A top shareholder in Cadbury said investors in the British confectionery firm would find it hard to turn down an offer of more than 8 pounds a share from U.S. suitor Kraft.
North American food giant Kraft has repeated the cash and shares terms of its original approach, which Cadbury rejected two months ago, and took its bid, which is 4 percent less at around 7.10 pounds after a fall in Kraft shares, directly to Cadbury shareholders.
The top 10 investor, who declined to be named, told Reuters on Monday: They need to raise the bid from here to be successful.
If there is 8 pounds ($13.42) plus on the table (per share), it is going to be difficult for Cadbury shareholders to walk away from that -- but that's not what's on the table at the moment, he said.
The Cadbury board is right in rejecting this offer, although the risk reward is looking less and less favourable for Cadbury, the shareholder said.
Another top 25 investor, who also declined to be named, said the bid would have to be higher.
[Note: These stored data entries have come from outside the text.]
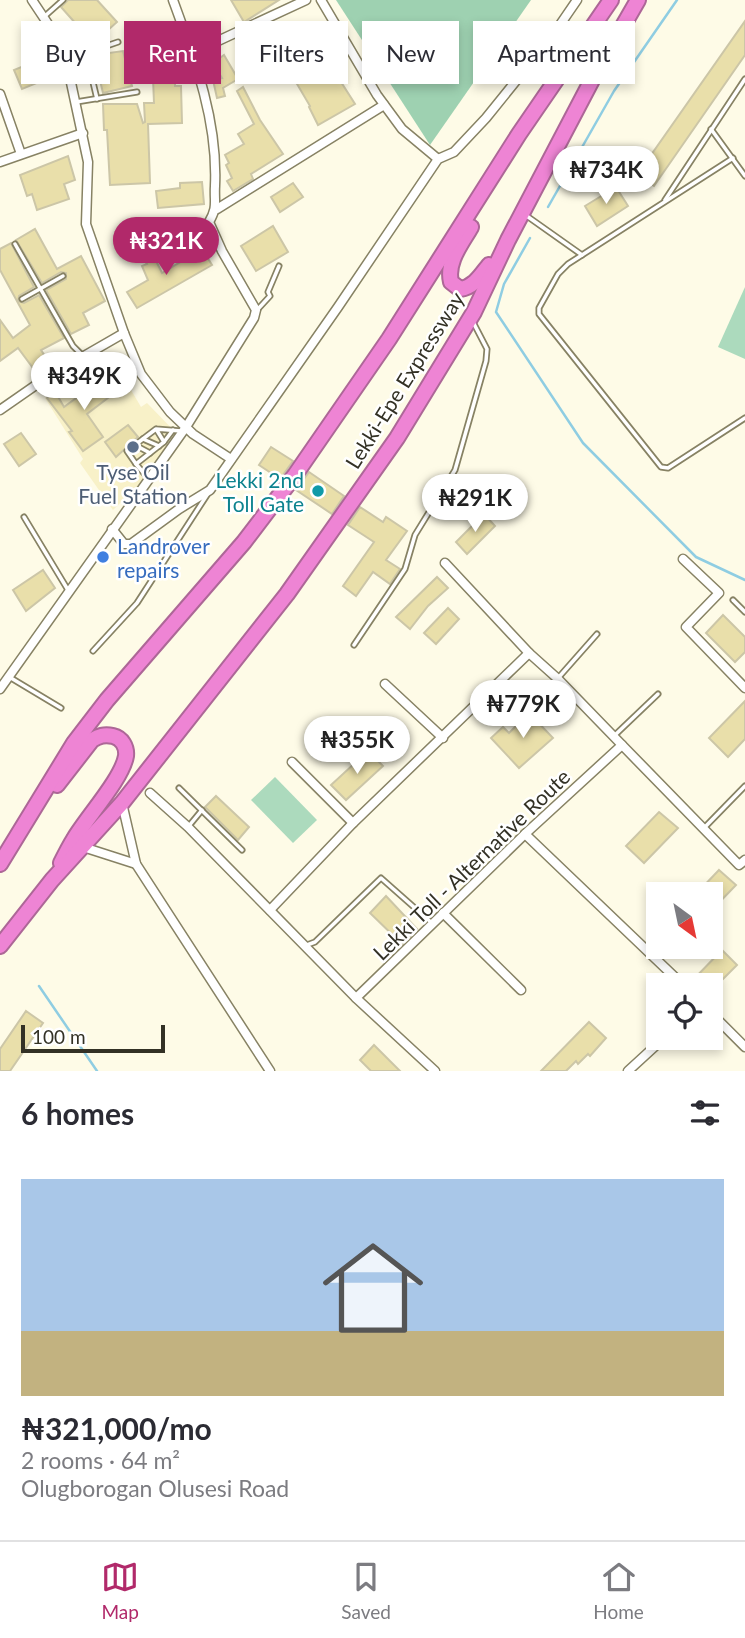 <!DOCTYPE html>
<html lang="en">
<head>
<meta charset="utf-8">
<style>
	:root { --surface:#fff; --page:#f2f2f3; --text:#2b2b33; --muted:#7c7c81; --line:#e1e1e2; --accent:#b1296a }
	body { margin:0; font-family:Lato,sans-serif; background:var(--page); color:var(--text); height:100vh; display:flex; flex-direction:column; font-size:26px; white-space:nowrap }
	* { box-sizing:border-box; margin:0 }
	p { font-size:23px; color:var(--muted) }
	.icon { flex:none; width:38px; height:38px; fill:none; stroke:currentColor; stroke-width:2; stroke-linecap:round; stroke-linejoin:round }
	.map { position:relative; height:1071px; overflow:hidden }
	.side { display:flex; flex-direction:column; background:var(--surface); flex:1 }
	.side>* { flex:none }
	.guide { position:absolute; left:21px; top:21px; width:704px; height:63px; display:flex; gap:14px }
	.needle { width:46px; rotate:147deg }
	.fabs { position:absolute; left:646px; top:882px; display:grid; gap:14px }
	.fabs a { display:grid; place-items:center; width:77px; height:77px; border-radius:0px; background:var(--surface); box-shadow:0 4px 10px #0003; font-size:35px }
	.scale { position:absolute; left:21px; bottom:18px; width:144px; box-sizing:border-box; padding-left:7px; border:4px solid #333125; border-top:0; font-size:19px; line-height:24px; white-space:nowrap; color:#333125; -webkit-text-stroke:5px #fff; paint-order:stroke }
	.price { position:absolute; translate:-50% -60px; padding:0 16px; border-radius:24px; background:#fff; color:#222; font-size:23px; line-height:46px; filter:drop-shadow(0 2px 4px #0008) }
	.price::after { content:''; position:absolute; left:50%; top:42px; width:21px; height:16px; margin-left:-10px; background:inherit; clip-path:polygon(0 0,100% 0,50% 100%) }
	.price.active { background:var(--accent); color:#fff }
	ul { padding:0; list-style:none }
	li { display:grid; align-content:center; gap:14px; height:371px; padding:0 21px }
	li span { display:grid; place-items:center; height:217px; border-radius:0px; color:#555 }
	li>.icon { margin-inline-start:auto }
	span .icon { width:126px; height:126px; fill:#fffc; stroke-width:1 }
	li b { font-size:30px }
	h2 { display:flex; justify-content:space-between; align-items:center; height:84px; padding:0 21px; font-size:30px }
	.tag { padding:0 24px; border-radius:0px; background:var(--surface); box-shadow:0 4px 10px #0003; font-size:24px; line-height:63px }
	.tag.active { background:var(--accent); color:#fff }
	.menu { display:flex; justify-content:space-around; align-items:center; height:98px; border-top:2px solid var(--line); background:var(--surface); font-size:19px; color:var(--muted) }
	.menu a { display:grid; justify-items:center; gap:4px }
	.menu .active { color:var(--accent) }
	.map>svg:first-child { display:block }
</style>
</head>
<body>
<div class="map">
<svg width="745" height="1071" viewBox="0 0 745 1071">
	<rect width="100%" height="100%" fill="#fefbe7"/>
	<!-- built -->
	<polygon fill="#f8f1c8" points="104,358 114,361 141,407 147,403 178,435 148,476 113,510 80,463 83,459 45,398"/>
	<!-- green -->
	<g fill="#acdabd">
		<polygon points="745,287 745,359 718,347"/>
		<polygon points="275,777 317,820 293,843 251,800"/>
	</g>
	<!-- forest -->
	<polygon fill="#9ed1b1" points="336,0 531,0 430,145"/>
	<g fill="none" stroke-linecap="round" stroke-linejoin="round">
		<!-- stream -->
		<g stroke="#8fcde2" stroke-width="2.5">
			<polyline points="548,207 614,91 677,0"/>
			<polyline points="530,238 504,284 496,312 583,443 696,557 745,580"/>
			<polyline points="39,986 97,1071"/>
		</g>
	</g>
	<!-- building -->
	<g fill="#e9dfaa" stroke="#ccc6a7" stroke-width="2">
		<polygon points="68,0 97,0 117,22 88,48 72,29 77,25 61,7"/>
		<polygon points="231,0 279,0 244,22"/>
		<polygon points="745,21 745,55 654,186 637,175"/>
		<polygon points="304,24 355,104 318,125 309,107 310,106 273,43"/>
		<polygon points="123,51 132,86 103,93 94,55"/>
		<polygon points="224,55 238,79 223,88 225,96 217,98 213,80 222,78 213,63"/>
		<polygon points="36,61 44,80 22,89 14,70"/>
		<polygon points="175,61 175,86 181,86 182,123 148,124 150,183 110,185 107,130 104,130 103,104 137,104 143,123 145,122 144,103 154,103 153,78 144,79 143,62"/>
		<polygon points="243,87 260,120 283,154 251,174 253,179 233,191 227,181 232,178 226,165 229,163 225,155 244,144 238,134 254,124 237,91"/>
		<polygon points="68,156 75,180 64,184 69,199 37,210 32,194 27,196 20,175"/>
		<polygon points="202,182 204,204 158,208 156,191 180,188 180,183"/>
		<polygon points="293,183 303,197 280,212 271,197"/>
		<polygon points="616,187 628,206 597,226 585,206"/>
		<polygon points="273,226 288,252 256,271 241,246"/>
		<polygon points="35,229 57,269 81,256 105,301 83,313 89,325 71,334 46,290 66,279 66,273 61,272 42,283 16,240"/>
		<polygon points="11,243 34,287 19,296 18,301 24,303 39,295 64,338 41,350 49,362 36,372 18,348 0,361 0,320 13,338 30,325 0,270 0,249"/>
		<polygon points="202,249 212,265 137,308 127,292 148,280 142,266 147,264 142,256 151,251 162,273"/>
		<polygon points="106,376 117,391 87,414 103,437 83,451 69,432 72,431 47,398 56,393 64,407"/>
		<polygon points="128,425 138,437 116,457 105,442"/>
		<polygon points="21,433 36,454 19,466 4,444"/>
		<polygon points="271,447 293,461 280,479 259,465"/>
		<polygon points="309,472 344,496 332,514 296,490"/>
		<polygon points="360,507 383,522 386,517 407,531 386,560 400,569 390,584 373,572 356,596 343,586 374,542 348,525"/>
		<polygon points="484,514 495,526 467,554 456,542"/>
		<polygon points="43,570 55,588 26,611 13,590"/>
		<polygon points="437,577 448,588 428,606 410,629 396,617"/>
		<polygon points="448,608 459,619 436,644 424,633"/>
		<polygon points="723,615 745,637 745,652 735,662 706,633"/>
		<polygon points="745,701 745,739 728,757 709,738"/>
		<polygon points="529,713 553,738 519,768 491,738 503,727 509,733"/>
		<polygon points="368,751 383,766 346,800 331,785"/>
		<polygon points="216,796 249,827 238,840 205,807"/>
		<polygon points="659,812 678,828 644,863 626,846"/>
		<polygon points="719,870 736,885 710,912 710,894 696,894"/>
		<polygon points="386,896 417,929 402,944 370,913"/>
		<polygon points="722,950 737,965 710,992 710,985 695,985 691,982"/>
		<polygon points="26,1011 43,1023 10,1071 0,1071 0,1049"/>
		<polygon points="589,1022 606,1038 590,1056 588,1054 578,1064 576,1061 566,1071 541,1071"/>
		<polygon points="374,1045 400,1071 371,1071 360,1060"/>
	</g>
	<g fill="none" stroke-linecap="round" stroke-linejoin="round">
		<defs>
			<g id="lane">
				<polyline points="45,16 63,0"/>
				<polyline points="97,99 86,53 118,42"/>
				<polyline points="76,102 137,92"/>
				<polyline points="711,129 745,176"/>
				<polyline points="733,158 568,264 558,274 539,308 539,314 661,467 668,468 745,418"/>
				<polyline points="665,200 745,79"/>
				<polyline points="524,214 582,255"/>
				<polyline points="15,244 73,346 82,355"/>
				<polyline points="22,299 63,276"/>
				<polyline points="258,309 270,296 268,292 279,266"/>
				<polyline points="156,429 164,442 136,464 127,451 156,429 181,431"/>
				<polyline points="143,439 159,446"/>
				<polyline points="164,442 173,430"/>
				<polyline points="135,445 150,453"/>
				<polyline points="136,464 148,478"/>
				<polyline points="24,517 68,590"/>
				<polyline points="733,600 745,612"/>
				<polyline points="354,645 405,569 415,535 455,470 486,361 487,349 473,322"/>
				<polyline points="93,651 137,603 207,495"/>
				<polyline points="559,677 597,634"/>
				<polyline points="11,678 61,708"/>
				<polyline points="615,735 658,694"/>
				<polyline points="179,788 242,850"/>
				<polyline points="188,827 202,810"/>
				<polyline points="705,827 745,786"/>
				<polyline points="307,945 315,942 381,878 433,924"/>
			</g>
			<g id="street">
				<polyline points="32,0 56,36 67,64 88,162 86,224 124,333 141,374 170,412 193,434 231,459"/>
				<polyline points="321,0 377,95 402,129 438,159"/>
				<polyline points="192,53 306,0"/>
				<polyline points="0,94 21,154"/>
				<polyline points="0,162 83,133"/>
				<polyline points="217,209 384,105"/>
				<polyline points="0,410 46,378 124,333"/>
				<polyline points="112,529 124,544 131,544 179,509 210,490 338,307 438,159 454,152 486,118 553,35 577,0"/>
				<polyline points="683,559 719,593 686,627 745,688"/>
				<polyline points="445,563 529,653"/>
				<polyline points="385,684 443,738"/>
				<path d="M0 689 186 427 254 318 256 310 222 251 209 222C218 207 214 202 215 186 218 121 195 60 173 0"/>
				<polyline points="292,762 353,823"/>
				<polyline points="150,793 188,827 356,998"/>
				<polyline points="122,803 136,864 270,1071"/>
				<polyline points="525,834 683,985"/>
				<polyline points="83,847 136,864"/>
				<polyline points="270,910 353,823 529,653 558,679 622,745"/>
				<polyline points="443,913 521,990"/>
				<polyline points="710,1012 745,1047"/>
				<polyline points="435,1071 356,998 525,834 622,745 739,865 745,860"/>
				<polyline points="628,1071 664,1038"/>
			</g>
			<g id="highway">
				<path d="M471 227C462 243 446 262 451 282L460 289C474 287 481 275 489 265"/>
				<path d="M57 785 92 740C99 736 104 734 113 736 122 738 127 747 126 756 122 779 87 817 74 839 69 847 65 855 61 863"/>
				<polyline points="0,864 74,743 107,700 244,542 295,475 389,339 519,134 611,0"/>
				<polyline points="0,946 52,880 122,803 287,594 397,438 474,312 508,240 593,78 638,0"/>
			</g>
		</defs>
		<!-- lane casing -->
		<use href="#lane" stroke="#878264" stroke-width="7"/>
		<!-- street casing -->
		<use href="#street" stroke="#878264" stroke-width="11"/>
		<!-- highway casing -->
		<use href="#highway" stroke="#ad6797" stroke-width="18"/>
		<!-- lane -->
		<use href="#lane" stroke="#fff" stroke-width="3.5"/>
		<!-- street -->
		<use href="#street" stroke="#fff" stroke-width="8"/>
		<!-- highway -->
		<use href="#highway" stroke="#ee84d4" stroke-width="14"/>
	</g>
	<!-- markers -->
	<circle fill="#5c6f8a" stroke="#fff" stroke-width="2.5" cx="133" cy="447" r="7"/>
	<circle fill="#0f9aa8" stroke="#fff" stroke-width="2.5" cx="318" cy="491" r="7"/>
	<circle fill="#3f7fe0" stroke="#fff" stroke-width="2.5" cx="103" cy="557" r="7"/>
	<g text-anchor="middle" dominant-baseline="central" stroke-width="5" stroke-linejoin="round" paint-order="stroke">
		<!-- street labels -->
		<g font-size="21" fill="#333125" stroke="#fff">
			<text transform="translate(404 380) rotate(-58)">Lekki-Epe Expressway</text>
			<text transform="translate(471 864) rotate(-44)">Lekki Toll - Alternative Route</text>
		</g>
		<!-- service labels -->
		<g font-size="21" fill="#4e5e75" stroke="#fff">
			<text x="133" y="471">Tyse Oil<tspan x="133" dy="24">Fuel Station</tspan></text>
		</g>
		<!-- culture labels -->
		<g font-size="21" fill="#0d838f" stroke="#fff" text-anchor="end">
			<text x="304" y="479">Lekki 2nd<tspan x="304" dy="24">Toll Gate</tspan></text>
		</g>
		<!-- shop labels -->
		<g font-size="21" fill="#366cbe" stroke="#fff" text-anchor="start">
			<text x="117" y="545">Landrover<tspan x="117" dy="24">repairs</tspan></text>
		</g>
	</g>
</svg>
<div class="fabs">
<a><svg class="needle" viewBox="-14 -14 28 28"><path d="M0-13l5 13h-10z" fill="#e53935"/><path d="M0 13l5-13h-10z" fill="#7c7c81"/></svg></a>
<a><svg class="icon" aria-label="locate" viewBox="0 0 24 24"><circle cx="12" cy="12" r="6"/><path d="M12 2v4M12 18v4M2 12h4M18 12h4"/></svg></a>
</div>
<div class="scale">100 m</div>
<b class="price" style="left:606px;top:206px">₦734K</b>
<b class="price active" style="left:166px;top:277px">₦321K</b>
<b class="price" style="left:84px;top:412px">₦349K</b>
<b class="price" style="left:475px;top:534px">₦291K</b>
<b class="price" style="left:523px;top:740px">₦779K</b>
<b class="price" style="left:357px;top:776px">₦355K</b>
<div class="guide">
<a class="tag">Buy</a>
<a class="tag active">Rent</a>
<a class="tag">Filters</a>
<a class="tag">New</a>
<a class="tag">Apartment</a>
</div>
</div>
<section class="side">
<h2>6 homes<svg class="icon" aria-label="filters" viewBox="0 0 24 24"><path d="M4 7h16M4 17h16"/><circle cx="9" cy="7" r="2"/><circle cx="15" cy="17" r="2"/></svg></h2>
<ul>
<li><span style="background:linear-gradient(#a9c7e8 70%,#c2b280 0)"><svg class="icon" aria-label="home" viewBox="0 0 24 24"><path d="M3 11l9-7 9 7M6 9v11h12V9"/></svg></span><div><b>₦321,000/mo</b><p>2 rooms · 64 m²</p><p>Olugborogan Olusesi Road</p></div></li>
</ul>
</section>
<nav class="menu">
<a class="active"><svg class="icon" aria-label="map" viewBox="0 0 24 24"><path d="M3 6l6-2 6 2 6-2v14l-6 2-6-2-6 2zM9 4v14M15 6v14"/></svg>Map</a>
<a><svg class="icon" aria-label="saved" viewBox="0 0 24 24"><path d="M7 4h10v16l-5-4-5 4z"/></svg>Saved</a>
<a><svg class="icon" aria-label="home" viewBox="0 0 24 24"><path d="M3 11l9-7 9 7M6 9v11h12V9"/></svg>Home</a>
</nav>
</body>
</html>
I think something closer to 9 pounds -- not scraping over 8 pounds -- will have us scrambling for our calculators, he said.
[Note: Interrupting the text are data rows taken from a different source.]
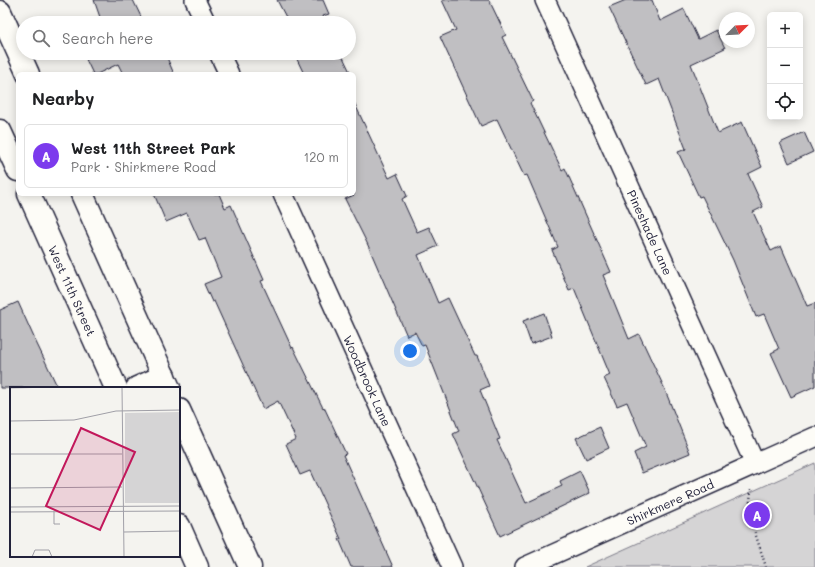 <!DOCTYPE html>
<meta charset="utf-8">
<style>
body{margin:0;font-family:Mali,sans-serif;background:#f6f6f6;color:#202124}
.controls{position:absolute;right:12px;top:12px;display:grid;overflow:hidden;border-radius:6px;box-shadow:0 2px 10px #0003}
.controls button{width:36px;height:36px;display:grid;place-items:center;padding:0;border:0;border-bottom:1px solid #e0e0e0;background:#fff;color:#202124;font:20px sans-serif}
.compass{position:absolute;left:719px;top:12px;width:36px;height:36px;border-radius:50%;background:#fff;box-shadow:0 2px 10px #0003;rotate:66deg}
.you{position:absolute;left:410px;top:351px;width:14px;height:14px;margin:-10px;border:3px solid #fff;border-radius:50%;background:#1a73e8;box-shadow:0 0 0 6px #1a73e833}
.badge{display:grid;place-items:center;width:26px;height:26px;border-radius:50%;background:#7c3aed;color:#fff;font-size:13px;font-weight:700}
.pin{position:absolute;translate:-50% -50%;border:2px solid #fff;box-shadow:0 1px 4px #0006}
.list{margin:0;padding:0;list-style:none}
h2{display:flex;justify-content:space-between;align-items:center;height:52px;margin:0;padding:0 16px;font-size:17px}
h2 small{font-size:13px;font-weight:400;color:#757577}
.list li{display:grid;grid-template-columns:26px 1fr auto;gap:12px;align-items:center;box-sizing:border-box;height:64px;margin:0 8px 8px;padding:0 8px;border:1px solid #e0e0e0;border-radius:6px}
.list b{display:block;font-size:15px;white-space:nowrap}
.list p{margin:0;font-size:13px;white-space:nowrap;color:#757577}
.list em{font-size:13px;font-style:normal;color:#757577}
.icon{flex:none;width:22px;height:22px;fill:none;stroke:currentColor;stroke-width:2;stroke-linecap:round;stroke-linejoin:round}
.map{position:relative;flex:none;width:815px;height:567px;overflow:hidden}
.search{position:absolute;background:#fff;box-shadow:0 2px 10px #0003;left:16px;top:16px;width:340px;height:44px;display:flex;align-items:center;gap:10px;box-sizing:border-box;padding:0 14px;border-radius:22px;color:#757577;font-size:15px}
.panel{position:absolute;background:#fff;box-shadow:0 2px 10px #0003;left:16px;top:72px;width:340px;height:124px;border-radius:6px}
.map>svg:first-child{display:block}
.green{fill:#d5d4d5;stroke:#7c7b88}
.building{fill:#c0bfc2;stroke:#22223b}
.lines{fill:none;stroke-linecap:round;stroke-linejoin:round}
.street-casing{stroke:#22223b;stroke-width:22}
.secondary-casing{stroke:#22223b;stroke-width:25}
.path{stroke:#22223b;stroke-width:2.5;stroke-dasharray:1 3;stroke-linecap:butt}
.street{stroke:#fdfcf7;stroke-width:19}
.secondary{stroke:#fdfcf7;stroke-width:22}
.labels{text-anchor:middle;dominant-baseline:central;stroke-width:3.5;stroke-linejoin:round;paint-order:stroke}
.street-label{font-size:12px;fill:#22223b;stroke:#fdfcf7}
.inset-road{fill:none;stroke:#a09fa7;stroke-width:1}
.view{fill:#c2185b;fill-opacity:0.15;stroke:#c2185b;stroke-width:2}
.inset-edge{fill:none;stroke:#22223b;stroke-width:2}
</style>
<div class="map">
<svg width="815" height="567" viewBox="0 0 815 567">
<rect width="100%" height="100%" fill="#f4f3ef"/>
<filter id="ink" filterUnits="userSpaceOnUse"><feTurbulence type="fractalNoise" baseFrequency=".025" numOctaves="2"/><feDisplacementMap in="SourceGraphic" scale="8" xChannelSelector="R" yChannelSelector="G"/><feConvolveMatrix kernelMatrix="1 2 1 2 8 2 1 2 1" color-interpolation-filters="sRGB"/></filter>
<g filter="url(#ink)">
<path class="green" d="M815,463V567H585Z"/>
<path class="building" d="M94,0H133L144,23H102Z
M277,0H323L329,14L323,16L326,23H289Z
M442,0H489L506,35L502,37L533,101L530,103L562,170L565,168L611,272L603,275L629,339L639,334L663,385L690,453L642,473L634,453L646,447L627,402L617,406L604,378L610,375L574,288L569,290L552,250L558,247L527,175L524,176L497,119L481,126L440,37L456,30Z
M626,0H652L660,21L684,9L698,39L716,30L725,48L691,64L718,133L742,122L762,167L748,174L763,207L753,212L771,251L781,246L807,306L815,303V386L791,397L771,353L779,349L764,314L756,317L733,260L702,196L699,197L678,152L686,149L659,79L646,85L609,7Z
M83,53H165L174,74H123L118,64L97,74H93Z
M294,53H341L351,74H304Z
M354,102L389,178L397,174L407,196L402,199L417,232L429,227L438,246L418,255L438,303L448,298L475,356H477L489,386L480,390L500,439L497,440L526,503L562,486L560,481L580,471L590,493L500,536L453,434L459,431L425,345L422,346L415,332L407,336L367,243L345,199L354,195Z
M804,132L813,152L789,163L780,143Z
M154,194H219L225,208L231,205L264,280L261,281L292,348L293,347L323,408L324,407L346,454L343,455L393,567H351L339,539H341L310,471L300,475L286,444L296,439L278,401L263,409L214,301L212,302L204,284L221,277L205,238L199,240L187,213L166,222Z
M18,302L36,342L58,388H0V310Z
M544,313L552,336L531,344L523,321Z
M600,427L609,448L586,459L576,438Z"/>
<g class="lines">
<g class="street-casing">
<g id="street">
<path d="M195,0L206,23"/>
<path id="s1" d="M545,0L755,464"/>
<path d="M219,53L229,74"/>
<path id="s2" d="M283,194L452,567"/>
<path id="s3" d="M525,567L815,437"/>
</g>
</g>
<g class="secondary-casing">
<g id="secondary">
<path d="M0,12L28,74"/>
<path d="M0,131L18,170"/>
<path id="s4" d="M29,194L116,388"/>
<path d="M82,194L169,388"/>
<path d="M137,388L164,376"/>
<path d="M179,410L250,567"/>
<path d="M179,526L197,567"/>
</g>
</g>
<path class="path" d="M751,489L749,514L766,567"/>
<use href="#street" class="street"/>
<use href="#secondary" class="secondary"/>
</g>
</g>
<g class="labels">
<g class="street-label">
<text stroke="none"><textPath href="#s1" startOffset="255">Pineshade Lane</textPath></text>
<text stroke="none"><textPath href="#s4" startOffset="106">West 11th Street</textPath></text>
<text stroke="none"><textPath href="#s2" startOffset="205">Woodbrook Lane</textPath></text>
<text stroke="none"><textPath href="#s3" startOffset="159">Shirkmere Road</textPath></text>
</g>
</g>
<g transform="translate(10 387)">
<rect width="170" height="170" fill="#f4f3ef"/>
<path d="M170,25V116H115V26Z" fill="#d5d4d5"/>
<path class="inset-road" d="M112,0L114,170M0,1L45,0M0,34L64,33L106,24L170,23M0,67H112M0,101L112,100M0,120L170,119M44,124V137H50M0,125L170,124M114,145L170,144M22,170L25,163H39L42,170"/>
<path class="view" d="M71,41L125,65L90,143L36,119Z"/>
<rect width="170" height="170" class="inset-edge"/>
</g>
</svg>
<div class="controls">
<button>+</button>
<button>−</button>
<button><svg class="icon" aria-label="locate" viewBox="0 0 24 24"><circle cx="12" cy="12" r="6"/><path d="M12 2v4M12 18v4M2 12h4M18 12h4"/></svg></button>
</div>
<svg class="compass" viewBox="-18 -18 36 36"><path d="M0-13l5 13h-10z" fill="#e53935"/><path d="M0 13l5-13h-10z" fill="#757577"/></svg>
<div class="you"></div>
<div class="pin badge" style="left:757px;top:515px">A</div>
<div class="search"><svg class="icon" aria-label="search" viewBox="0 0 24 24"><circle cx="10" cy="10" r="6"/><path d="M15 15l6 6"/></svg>Search here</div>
<section class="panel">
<h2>Nearby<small></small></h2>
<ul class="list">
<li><span class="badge">A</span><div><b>West 11th Street Park</b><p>Park · Shirkmere Road</p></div><em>120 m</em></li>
</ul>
</section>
</div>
Whilst it would be possibly unrealistic for Kraft to think that's what they want to pay, they also have to consider that it may be unrealistic that anyone is going to sell it to them at that price.
Kevin Dreyer, research analyst and associate portfolio manager at Gamco Asset Management, said Kraft's offer was low, given Cadbury's brands and growth prospects. Gamco owns just over 1 percent of Cadbury, mainly through American depository receipts (ADRs).
The current offer values Cadbury at 11.6 times 2009 EBITDA that multiple strikes me as relatively low as opposed to other confectionary acquisitions as well as some other acquisitions Kraft has done, he said.